Jordan Schneider: I was just thinking about other cultural changes about to hit them. The OpenAI attrition was interesting — there was all this Sam Altman skepticism, people didn’t believe him or thought he was a liar. They had that moment in December 2023 with this sort of false unity. Then all these people who used to be 25 years old, now in their early 30s, were like, “We’re done with this place and this guy.” OpenAI had a lot of senior research turnover over the past year.
DeepSeek is at the beginning of that cycle. Not to say Liang has any integrity issues, but just the sheer amount of money that other AI labs offer... things are going to change, perhaps not for the better, given all this attention.
US-China Relations and the Tragedy of Fame 偶像包袱
Jordan Schneider: Let’s talk about the political angle. Right before Chinese New Year, Liang gets a little glow-up with Li Qiang sitting down as the only AI representative in this work report preview. Now that the eye of Sauron is turning towards open source AI in China, what do you think that means for the firm and for open source AI in general?
Kevin Xu: I honestly have no idea. The Li Qiang meeting was very interesting to observe. For context, the setting was a work report where they regularly do these “top leader learn from industry leader” setups — what’s happening, what you’re doing, and in the most benign sense, how can the government help?

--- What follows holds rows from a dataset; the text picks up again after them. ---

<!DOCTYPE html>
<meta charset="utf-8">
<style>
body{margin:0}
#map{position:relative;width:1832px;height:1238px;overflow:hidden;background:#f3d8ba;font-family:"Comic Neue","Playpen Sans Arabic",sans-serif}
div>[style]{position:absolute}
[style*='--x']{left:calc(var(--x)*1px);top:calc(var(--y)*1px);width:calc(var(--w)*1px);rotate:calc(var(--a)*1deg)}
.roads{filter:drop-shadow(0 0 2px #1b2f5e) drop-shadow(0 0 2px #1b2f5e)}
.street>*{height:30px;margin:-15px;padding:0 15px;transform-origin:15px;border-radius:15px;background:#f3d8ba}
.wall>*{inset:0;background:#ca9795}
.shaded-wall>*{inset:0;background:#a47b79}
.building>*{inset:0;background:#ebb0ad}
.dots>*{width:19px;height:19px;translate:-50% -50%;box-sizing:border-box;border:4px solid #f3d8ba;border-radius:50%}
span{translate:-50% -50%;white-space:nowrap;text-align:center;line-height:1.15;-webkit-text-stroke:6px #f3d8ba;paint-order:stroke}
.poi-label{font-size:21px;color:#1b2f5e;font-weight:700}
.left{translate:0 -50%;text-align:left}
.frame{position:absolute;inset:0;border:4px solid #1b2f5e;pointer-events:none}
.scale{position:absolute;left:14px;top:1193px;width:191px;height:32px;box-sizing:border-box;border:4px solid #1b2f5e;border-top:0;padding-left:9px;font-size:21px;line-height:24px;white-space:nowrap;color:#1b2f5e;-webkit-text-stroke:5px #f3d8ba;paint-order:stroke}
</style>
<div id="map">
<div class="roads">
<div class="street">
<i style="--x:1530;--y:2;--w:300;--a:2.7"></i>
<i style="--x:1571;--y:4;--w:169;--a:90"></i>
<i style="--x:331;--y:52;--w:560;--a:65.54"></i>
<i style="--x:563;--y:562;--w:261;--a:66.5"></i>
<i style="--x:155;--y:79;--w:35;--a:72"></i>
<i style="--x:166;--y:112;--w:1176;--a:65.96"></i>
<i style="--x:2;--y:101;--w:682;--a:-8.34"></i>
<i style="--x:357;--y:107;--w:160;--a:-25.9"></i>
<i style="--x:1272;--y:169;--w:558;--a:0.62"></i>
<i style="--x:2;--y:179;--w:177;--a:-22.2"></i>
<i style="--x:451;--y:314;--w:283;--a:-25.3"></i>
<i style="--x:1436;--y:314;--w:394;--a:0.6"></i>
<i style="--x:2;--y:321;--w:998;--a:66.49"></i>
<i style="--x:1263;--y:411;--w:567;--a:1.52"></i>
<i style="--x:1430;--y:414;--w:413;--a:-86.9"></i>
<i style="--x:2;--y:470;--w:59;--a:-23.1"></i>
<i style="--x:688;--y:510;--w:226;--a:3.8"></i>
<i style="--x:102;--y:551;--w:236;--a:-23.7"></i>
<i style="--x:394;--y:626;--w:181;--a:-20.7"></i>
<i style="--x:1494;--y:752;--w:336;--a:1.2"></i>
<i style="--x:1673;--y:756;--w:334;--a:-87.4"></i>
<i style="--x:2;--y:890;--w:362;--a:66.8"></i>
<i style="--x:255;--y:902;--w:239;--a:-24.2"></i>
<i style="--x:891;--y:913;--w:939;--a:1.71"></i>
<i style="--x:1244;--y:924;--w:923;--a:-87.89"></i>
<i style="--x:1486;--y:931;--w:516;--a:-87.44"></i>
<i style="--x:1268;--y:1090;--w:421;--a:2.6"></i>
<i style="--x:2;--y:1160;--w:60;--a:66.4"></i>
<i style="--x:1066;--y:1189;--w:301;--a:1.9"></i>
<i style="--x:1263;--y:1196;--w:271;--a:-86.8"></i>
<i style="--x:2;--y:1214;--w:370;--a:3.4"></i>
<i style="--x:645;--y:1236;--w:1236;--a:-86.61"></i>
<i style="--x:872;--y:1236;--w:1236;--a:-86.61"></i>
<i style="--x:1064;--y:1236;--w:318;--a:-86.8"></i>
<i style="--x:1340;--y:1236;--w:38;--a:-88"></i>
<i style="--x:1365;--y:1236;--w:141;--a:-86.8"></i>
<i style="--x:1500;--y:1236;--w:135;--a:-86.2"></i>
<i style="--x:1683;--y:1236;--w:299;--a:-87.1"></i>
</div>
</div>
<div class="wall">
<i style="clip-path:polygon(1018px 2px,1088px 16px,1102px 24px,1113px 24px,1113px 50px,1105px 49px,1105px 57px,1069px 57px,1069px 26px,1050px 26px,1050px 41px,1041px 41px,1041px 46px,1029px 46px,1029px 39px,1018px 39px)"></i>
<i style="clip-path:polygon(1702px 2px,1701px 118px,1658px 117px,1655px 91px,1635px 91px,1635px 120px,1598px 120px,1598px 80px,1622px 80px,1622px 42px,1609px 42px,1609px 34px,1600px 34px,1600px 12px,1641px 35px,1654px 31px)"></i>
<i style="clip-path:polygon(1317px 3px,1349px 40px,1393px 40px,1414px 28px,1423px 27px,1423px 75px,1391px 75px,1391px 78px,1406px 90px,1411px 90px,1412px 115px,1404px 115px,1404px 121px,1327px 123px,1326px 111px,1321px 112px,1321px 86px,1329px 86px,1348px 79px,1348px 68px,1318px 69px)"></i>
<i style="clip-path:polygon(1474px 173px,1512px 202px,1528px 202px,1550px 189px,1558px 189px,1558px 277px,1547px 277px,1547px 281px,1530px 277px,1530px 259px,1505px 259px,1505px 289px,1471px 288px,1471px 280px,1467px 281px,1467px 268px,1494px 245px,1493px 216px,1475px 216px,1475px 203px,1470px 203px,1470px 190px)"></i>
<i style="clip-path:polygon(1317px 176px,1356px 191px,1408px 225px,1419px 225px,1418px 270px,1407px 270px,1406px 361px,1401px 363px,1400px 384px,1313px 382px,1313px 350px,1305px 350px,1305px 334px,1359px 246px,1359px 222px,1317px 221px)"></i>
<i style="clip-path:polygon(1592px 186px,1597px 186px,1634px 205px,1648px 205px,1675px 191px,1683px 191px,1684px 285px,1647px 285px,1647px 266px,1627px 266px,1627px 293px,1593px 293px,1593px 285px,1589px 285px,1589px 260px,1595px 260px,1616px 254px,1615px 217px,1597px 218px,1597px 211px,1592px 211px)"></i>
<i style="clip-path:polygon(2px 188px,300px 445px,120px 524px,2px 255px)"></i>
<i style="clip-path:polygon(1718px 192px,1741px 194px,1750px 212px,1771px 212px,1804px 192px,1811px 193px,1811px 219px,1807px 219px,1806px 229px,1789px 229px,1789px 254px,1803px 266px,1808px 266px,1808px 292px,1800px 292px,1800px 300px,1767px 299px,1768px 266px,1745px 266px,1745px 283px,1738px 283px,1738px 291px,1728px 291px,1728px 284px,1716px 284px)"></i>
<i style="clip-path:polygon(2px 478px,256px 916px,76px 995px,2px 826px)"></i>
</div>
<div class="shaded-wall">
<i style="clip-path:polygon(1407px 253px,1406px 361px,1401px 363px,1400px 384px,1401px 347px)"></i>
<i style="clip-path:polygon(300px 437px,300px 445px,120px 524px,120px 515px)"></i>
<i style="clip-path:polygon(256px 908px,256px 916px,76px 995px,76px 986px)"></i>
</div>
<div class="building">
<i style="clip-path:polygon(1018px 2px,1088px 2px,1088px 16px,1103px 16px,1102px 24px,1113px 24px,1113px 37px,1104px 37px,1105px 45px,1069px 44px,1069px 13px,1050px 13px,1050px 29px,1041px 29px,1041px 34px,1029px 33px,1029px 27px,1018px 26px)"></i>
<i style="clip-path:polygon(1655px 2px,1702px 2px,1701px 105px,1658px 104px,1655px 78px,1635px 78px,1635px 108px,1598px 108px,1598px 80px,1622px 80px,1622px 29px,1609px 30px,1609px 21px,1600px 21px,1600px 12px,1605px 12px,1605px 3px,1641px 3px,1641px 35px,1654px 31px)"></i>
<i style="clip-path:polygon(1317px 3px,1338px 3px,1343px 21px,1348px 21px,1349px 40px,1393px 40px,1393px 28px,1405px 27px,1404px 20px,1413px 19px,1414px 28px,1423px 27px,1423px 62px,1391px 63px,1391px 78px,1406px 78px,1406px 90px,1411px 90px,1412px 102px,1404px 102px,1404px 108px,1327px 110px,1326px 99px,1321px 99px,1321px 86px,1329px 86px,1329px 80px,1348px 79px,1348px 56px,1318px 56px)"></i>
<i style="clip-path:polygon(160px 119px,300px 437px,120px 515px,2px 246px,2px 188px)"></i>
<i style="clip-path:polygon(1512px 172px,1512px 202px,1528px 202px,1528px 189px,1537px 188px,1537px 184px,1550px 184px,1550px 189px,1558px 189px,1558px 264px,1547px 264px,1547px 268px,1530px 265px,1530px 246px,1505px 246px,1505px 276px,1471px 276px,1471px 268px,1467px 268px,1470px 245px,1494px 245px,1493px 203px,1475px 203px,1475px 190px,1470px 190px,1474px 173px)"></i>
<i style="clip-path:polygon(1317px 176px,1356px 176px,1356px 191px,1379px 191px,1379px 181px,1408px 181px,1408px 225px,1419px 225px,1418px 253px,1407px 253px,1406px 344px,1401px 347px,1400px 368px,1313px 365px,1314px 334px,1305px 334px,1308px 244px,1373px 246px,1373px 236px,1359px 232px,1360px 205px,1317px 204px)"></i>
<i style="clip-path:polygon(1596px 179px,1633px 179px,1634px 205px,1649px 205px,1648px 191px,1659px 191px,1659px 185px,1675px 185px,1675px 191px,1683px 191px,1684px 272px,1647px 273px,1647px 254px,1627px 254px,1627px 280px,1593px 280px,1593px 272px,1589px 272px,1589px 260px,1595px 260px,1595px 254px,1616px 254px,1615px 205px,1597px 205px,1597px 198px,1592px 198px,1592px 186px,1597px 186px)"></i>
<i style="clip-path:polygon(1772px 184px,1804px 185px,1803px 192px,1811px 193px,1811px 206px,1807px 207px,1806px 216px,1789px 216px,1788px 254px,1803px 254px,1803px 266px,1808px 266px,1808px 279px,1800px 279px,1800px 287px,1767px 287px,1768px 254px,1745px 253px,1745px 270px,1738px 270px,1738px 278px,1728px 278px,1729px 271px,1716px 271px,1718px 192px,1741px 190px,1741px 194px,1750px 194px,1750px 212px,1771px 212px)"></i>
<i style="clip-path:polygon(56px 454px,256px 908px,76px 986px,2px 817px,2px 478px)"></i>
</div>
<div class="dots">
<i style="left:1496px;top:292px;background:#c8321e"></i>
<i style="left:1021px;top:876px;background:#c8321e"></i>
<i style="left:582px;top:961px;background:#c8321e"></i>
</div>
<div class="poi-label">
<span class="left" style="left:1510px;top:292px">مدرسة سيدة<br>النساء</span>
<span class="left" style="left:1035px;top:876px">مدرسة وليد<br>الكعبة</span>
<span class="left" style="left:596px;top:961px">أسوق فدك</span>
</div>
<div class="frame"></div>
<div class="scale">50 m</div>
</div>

The most reliable leak from the meeting was that Liang predictably told the country’s leader they need more chips, they’re hardware constrained, export controls really hurt, and it would be great to have more chips. The other participants weren’t from tech — they were from different industries like sports, science, and robotics. Robotics people were actually overrepresented, and Liang was probably the only AGI model builder.
The fact that he’s now on the country’s top leaders’ radar is significant. To what extent? I honestly have no idea. Will this become part of some negotiation between President Trump and President Xi? If their last call mentioned TikTok, will their next call mention DeepSeek? That’s interesting to monitor.
There’s a chance the state could do a little too much to mess with DeepSeek’s little world that’s working really well, or they could let it be. Frankly, I have no idea how this will turn out.
Jordan Schneider: Before we get to the US angle, let’s look at the ledger of helpful versus harmful things. More chips? DeepSeek can get more chips by partnering with hyperscalers. That’s probably way less headache than trying to work with the Beijing municipal cloud, whose interconnects are probably already eaten away by rats.
Do they need tax incentives? No. R&D credits? Not really. Annoying things that could happen include golden shares, forcing the team to hang out in Yan’an 延安 for 10 days to see the caves and be more red, party cells, party meetings — a little annoying, but not the most annoying. It’s just something you have to deal with.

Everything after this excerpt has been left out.